Jan 8, 2021
by Ed Lamb
The U.S. Department of Labor on Jan. 7, 2021, issued its final version of a lengthy Fair Labor Standards Act (FLSA) rule on distinguishing independent contractors from employees. The rule was published for comment last September, and it takes effect this coming March.
An introductory section of the rule explains that it should be read as guidance on how to apply and weight the five main factors of the economic realities test for classifying someone as an independent contractor. Those factors are the
- Nature and degree of the individual’s control over the work,
- Opportunity for profit or loss,
- Skill required,
- Permanence of the working relationship, and
- Integrated unit.
No one factor should be considered dispositive, the rule states, but the first two should receive the greatest consideration. For instance, evidence of self-employment will remain the primary justification for classifying someone as an independent contractor.
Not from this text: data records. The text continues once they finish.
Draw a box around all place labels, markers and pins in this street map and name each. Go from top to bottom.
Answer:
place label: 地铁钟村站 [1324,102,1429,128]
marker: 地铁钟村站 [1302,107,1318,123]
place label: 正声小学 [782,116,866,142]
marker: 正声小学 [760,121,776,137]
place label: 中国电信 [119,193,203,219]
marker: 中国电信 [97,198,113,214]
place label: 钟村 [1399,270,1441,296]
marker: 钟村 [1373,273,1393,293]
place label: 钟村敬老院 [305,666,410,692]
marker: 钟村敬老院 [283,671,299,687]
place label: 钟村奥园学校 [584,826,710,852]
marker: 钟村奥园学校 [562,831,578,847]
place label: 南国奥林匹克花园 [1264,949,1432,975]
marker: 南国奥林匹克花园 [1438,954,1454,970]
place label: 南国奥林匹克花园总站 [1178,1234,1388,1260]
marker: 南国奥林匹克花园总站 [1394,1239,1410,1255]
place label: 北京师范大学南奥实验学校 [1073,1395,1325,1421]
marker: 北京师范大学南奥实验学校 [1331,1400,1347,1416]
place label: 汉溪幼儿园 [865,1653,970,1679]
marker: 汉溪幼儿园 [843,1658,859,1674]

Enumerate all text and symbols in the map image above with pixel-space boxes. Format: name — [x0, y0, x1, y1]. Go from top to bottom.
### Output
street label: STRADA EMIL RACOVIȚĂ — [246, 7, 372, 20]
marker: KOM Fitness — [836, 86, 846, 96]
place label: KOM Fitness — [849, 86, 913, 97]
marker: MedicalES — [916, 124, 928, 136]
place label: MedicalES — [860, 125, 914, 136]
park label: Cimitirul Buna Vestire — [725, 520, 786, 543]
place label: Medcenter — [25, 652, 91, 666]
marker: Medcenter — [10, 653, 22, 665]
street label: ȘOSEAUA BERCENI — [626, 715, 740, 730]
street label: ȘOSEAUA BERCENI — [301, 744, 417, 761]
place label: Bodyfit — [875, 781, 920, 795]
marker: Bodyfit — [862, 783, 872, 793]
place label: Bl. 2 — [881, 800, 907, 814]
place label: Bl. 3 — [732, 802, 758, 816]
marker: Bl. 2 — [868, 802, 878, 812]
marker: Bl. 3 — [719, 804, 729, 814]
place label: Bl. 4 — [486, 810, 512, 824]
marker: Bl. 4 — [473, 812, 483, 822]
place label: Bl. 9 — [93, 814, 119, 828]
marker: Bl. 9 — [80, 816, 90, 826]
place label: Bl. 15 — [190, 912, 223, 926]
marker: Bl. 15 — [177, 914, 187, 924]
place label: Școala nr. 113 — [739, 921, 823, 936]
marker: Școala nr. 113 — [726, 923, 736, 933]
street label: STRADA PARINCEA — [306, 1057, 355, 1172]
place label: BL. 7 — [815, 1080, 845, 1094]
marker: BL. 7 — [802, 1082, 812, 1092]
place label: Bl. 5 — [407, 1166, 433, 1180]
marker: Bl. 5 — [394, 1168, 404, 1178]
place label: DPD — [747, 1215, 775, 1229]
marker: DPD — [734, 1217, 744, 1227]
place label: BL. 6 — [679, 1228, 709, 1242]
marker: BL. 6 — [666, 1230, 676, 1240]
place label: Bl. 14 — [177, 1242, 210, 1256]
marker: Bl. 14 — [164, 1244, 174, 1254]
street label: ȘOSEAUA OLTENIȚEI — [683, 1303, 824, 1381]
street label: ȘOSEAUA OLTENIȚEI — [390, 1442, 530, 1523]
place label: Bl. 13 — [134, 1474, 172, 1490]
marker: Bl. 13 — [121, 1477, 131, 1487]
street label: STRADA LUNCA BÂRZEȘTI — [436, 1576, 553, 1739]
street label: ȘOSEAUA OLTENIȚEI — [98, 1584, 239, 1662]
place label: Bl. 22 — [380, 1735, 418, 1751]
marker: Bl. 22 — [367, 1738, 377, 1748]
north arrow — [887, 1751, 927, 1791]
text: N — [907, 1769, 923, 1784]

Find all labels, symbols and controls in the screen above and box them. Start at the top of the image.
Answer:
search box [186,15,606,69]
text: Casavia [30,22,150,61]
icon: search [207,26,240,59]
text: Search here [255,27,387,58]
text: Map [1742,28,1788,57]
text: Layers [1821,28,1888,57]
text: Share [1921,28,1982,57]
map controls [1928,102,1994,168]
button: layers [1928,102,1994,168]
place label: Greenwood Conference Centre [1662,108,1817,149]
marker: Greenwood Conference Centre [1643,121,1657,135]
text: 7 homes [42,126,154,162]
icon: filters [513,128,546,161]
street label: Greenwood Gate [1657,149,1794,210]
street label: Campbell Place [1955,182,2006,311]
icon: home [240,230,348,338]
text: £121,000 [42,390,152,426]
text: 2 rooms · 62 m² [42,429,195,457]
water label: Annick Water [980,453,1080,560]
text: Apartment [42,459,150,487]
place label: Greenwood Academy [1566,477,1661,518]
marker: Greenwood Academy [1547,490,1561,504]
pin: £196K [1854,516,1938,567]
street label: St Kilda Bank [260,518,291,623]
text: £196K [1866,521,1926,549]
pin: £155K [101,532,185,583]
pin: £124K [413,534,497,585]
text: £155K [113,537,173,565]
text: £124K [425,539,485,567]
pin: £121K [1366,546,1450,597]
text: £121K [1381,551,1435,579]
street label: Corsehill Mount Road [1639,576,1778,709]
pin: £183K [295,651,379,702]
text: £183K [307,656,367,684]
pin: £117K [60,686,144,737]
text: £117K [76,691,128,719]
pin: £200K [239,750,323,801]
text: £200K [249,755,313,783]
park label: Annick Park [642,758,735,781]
DOL drafted the new rule to apply across all industries. One thing this means for government agencies is that they will no longer need to use separate guidance for classifying forestry specialists.
As a final consideration, HR Dive quoted a DOL spokesperson saying that this federal guidance only applies where the FLSA is the primary law regarding worker classification. “Certain state and local laws that touch on the issue still apply,” the online magazine writes. “One such law is California’s Assembly Bill No. 5, or AB-5, which implemented a test analysts said would expand the number of workers that could be classified as employees.”
In other compensation news, a Dec. 31, 2020, opinion letter from DOL’s Wage & Hour Division states that an employer does not need pay an employee for commuting time when “an employee who chooses to telework for part of the day and work at the office for part of the day, [has] sufficient time to perform certain personal tasks in between.”